И когда он начал говорить, в нос мне ударил аромат немного подслащенного лукумом (липкая турецкая сладость, которая, в отличие от меда, не влияет на вкус напитка) кофе, и я наконец предался теплому ощущению счастья от того, что снова обрел этого пройдоху, лжеца, шпиона, обманщика и, быть может, даже убийцу, которому был обязан теперешним богатством и разнообразными уроками. Уроками, которые угрожали моей жизни, потому что я следовал им или – что бывало чаще – отказывался от них.
Рассказ Мелани начался с 1709 года, с событий двухлетней давности: не только в Италии была ужасная зима, но и во Франции, это был самый ужасный год за все правление Людовика XIV.

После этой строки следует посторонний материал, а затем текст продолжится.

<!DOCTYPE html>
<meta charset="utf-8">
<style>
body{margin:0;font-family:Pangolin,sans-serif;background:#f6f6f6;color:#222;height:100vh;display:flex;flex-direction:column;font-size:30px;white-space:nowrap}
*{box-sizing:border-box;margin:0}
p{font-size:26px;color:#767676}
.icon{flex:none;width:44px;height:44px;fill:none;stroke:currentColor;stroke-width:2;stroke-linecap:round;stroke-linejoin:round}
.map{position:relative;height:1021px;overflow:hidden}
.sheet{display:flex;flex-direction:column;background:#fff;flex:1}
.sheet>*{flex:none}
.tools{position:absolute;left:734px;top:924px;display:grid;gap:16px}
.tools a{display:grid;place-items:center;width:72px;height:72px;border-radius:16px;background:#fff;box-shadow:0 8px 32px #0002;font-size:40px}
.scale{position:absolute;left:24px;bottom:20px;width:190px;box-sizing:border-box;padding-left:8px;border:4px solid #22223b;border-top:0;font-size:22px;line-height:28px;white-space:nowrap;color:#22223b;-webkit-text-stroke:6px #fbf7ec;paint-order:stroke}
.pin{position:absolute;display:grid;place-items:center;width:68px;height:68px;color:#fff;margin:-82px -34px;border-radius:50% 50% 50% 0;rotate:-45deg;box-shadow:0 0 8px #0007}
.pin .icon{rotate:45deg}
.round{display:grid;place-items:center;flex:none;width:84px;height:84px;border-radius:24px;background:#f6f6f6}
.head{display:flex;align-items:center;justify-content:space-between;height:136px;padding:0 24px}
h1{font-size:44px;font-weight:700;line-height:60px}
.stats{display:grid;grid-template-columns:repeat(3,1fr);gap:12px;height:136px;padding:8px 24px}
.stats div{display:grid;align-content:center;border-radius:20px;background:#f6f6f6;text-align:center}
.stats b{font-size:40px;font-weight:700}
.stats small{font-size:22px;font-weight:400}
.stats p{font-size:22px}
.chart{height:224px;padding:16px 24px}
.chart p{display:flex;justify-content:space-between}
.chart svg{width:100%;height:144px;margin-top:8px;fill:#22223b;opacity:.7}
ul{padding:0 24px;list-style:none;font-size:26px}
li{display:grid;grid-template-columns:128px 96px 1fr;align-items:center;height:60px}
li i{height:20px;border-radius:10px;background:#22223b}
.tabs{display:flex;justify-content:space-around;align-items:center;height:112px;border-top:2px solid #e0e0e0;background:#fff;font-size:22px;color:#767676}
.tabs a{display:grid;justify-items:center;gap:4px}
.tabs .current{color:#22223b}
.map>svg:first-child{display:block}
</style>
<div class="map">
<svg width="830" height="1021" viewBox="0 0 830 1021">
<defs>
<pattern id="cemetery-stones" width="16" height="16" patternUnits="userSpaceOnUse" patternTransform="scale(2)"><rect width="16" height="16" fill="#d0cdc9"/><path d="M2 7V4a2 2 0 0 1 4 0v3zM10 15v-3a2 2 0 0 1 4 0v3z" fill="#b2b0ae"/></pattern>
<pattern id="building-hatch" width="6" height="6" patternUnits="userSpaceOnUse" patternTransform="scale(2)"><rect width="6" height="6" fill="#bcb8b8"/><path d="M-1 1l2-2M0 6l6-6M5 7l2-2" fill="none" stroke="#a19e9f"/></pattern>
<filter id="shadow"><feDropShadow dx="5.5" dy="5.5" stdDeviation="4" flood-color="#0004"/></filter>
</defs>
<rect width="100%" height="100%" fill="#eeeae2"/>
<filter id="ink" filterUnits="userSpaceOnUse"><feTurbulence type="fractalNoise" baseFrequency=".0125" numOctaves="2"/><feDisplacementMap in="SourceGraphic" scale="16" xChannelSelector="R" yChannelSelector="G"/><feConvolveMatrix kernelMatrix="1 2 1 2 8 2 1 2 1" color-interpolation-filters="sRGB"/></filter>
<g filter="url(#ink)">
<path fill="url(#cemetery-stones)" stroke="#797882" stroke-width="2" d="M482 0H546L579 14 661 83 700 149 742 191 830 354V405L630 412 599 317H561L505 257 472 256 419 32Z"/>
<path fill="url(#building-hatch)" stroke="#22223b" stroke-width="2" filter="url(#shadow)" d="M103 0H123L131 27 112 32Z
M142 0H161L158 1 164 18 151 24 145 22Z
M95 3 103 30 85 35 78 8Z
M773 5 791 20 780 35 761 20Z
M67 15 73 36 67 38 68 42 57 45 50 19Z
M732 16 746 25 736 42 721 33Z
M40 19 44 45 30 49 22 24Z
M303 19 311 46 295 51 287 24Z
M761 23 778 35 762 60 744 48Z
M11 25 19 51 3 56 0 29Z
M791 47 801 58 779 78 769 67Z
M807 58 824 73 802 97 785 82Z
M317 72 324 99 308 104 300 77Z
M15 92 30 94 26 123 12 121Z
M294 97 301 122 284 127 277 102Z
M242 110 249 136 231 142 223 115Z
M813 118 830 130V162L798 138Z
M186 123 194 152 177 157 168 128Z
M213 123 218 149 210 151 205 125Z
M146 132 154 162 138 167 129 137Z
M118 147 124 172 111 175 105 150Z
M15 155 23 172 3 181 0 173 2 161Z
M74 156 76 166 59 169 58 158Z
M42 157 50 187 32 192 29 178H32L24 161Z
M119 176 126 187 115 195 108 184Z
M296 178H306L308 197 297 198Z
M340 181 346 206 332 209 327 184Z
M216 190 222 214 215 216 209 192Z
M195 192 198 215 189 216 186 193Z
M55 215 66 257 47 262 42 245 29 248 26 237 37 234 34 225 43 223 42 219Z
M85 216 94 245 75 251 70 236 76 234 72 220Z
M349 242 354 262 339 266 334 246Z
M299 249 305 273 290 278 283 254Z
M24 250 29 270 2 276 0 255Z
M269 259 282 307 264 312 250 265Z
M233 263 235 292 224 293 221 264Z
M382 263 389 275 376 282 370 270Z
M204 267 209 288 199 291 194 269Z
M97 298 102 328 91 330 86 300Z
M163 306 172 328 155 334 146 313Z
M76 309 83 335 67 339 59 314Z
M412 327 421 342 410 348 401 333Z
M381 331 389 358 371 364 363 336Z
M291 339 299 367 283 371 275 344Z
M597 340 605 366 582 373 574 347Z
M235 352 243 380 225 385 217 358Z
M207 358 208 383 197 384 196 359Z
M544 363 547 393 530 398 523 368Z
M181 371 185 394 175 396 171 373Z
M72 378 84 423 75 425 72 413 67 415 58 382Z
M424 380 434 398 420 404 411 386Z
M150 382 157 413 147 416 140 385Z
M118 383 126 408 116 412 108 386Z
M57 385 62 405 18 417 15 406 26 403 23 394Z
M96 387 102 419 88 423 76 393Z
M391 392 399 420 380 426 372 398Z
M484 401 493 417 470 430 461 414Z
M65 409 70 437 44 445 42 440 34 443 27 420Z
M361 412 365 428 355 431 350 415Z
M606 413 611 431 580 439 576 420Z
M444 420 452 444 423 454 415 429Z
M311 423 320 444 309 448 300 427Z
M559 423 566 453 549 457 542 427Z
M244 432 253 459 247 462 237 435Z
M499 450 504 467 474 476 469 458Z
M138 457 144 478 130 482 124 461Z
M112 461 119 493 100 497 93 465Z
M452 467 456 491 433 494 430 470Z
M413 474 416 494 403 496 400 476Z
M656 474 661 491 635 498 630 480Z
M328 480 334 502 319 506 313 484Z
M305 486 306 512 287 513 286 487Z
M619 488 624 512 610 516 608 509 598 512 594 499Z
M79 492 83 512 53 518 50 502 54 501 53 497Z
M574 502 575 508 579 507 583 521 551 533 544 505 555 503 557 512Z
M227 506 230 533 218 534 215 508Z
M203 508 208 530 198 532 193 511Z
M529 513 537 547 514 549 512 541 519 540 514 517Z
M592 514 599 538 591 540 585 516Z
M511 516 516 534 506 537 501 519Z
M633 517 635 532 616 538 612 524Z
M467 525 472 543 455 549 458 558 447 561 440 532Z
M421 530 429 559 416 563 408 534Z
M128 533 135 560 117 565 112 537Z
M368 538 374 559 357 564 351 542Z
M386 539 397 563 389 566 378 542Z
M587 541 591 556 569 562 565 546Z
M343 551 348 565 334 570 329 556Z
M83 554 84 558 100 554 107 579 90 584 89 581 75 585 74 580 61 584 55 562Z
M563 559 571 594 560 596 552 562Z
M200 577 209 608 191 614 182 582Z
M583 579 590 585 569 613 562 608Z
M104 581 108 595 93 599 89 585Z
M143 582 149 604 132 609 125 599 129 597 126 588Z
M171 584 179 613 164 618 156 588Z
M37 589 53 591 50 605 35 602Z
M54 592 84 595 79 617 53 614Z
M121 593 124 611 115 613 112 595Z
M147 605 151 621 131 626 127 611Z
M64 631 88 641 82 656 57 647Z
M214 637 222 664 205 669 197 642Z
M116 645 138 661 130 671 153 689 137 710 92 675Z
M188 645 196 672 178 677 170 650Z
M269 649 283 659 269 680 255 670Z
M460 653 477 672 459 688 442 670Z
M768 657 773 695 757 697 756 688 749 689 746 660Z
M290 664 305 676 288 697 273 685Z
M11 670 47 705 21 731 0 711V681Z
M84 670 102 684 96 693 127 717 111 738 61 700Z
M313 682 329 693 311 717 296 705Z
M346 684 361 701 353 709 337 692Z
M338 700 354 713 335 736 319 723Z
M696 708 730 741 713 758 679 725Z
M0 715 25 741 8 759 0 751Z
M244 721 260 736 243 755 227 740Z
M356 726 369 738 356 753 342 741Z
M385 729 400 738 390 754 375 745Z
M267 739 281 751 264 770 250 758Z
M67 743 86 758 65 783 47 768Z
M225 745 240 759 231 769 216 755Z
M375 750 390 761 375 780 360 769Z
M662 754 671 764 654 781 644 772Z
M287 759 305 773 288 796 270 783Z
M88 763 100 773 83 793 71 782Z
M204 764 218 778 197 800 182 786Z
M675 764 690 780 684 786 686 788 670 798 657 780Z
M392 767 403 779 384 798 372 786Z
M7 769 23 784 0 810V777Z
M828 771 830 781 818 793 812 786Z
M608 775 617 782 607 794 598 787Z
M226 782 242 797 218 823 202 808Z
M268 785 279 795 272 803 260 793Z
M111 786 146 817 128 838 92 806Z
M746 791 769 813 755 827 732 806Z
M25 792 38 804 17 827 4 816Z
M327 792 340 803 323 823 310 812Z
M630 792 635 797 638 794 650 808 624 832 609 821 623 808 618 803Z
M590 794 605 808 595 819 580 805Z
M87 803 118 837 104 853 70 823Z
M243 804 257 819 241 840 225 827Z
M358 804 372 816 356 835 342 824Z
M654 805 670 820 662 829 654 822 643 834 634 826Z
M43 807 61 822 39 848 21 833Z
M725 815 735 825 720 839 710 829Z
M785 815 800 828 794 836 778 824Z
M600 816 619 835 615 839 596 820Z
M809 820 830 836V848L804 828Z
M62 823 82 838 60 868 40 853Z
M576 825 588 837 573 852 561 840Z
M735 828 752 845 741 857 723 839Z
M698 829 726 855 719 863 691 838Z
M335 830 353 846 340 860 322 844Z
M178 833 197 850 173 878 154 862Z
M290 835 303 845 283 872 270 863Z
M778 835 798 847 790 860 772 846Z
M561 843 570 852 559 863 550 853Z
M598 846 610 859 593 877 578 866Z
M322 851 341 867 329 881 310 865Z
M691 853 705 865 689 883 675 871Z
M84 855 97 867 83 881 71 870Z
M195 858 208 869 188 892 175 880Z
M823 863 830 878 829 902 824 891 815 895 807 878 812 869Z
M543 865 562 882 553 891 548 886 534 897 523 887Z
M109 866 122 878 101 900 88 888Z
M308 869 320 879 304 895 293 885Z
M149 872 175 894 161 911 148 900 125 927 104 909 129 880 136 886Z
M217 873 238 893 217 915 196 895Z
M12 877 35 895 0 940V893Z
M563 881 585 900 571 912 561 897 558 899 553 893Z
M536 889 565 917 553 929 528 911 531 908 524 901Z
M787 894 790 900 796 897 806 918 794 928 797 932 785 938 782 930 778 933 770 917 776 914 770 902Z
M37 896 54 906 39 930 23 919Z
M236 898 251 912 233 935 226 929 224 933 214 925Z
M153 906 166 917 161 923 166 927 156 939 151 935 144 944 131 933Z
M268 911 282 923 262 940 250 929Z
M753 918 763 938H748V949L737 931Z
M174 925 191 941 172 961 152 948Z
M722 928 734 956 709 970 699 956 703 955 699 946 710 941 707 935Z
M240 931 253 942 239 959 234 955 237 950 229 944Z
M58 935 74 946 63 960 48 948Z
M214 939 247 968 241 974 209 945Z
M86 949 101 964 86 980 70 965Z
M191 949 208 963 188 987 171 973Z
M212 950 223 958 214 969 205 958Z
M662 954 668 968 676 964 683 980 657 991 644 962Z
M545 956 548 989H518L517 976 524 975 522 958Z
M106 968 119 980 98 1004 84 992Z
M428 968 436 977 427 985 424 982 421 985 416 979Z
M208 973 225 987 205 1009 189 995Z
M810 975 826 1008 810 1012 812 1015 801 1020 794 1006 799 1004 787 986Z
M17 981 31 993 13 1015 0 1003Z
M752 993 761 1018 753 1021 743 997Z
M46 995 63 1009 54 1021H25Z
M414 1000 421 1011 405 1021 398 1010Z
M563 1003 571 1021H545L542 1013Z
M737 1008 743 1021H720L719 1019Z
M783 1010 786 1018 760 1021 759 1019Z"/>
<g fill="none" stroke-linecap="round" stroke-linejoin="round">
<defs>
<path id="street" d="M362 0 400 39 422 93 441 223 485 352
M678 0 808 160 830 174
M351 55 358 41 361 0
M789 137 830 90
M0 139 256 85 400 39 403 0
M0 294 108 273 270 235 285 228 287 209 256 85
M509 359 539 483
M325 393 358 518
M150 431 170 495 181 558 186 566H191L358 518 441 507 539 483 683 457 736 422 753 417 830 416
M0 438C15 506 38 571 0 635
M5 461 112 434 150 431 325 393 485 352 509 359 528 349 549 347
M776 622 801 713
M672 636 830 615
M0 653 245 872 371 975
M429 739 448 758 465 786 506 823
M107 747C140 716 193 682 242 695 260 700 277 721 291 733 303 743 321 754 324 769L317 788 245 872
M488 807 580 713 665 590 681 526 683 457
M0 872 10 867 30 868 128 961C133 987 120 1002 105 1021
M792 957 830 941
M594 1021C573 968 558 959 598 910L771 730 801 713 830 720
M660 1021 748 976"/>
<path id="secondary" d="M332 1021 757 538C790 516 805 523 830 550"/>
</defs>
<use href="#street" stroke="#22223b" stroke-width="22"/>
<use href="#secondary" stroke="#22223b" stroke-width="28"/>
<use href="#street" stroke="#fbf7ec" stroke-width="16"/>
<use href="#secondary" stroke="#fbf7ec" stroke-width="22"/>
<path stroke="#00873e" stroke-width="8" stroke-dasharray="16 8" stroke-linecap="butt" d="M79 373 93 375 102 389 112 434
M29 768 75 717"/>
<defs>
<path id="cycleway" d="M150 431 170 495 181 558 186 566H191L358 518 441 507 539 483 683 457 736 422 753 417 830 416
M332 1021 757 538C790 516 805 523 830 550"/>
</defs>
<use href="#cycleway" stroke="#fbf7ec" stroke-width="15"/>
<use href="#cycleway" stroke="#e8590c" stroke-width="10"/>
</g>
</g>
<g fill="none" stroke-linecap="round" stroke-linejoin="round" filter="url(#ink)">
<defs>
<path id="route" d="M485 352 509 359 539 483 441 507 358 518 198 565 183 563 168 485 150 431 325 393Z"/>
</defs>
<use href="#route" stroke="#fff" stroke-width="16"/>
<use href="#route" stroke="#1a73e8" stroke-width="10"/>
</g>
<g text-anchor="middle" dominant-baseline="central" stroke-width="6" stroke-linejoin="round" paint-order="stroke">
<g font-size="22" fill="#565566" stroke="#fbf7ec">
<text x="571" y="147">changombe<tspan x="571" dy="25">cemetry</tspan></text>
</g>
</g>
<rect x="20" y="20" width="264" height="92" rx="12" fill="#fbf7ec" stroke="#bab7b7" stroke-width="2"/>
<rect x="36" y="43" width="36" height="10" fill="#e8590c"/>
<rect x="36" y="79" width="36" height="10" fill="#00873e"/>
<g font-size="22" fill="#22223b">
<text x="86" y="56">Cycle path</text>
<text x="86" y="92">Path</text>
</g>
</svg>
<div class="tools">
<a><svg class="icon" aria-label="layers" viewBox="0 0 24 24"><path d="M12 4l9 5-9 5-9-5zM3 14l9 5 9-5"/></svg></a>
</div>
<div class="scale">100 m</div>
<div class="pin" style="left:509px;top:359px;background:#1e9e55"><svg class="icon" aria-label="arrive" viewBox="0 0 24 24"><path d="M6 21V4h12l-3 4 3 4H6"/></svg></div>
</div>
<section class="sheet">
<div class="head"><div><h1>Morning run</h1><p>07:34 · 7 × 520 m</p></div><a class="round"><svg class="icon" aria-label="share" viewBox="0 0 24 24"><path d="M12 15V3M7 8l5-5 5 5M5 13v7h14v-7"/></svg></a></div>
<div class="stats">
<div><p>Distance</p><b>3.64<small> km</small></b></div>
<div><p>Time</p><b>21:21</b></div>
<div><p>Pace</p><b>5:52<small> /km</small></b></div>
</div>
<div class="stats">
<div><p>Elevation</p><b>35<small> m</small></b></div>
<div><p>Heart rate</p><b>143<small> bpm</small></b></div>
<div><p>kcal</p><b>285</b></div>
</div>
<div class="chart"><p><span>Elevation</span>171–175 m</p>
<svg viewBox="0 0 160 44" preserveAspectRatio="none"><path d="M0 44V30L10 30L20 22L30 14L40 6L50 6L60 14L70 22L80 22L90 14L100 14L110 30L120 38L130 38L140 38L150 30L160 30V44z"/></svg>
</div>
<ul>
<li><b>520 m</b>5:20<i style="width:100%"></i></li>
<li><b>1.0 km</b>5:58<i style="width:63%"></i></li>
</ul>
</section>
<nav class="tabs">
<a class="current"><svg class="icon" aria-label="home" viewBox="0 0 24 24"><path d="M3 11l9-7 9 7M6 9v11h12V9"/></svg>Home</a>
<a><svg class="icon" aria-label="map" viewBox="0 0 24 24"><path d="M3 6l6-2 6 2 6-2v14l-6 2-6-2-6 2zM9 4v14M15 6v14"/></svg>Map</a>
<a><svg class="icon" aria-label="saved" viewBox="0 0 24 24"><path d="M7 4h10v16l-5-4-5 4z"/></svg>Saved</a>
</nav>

В январе льдом покрылись все улицы и берега рек; смерть безжалостно косила население, даже богатых людей. Многие из тех, кто отваживался выйти на дорогу пешком или верхом, умирал от холода, Церкви полнились трупами, король потерял больше подданных от мороза, чем от страшной войны. Даже исповедник короля, отец Ла Шез, умер во время очень короткого путешествия из Парижа в Версаль. Атто целый месяц лежал в постели с простудой. Войскам платили плохо, и если офицеров не поддерживали их семьи, то сражались те с большой неохотой. Банковские дома платили уже не золотыми и серебряными монетами, а бумагами государственного монетного двора, которые именовались банкнотами; в качестве векселей и для всех других оплат впредь должны были действовать только эти бумаги, однако если кто-то хотел их продать, то есть обменять на золото или серебро («настоящие деньги, не какие-то жалкие бумажки!» – воскликнул Мелани), получал по распоряжению короля только половину их номинальной стоимости.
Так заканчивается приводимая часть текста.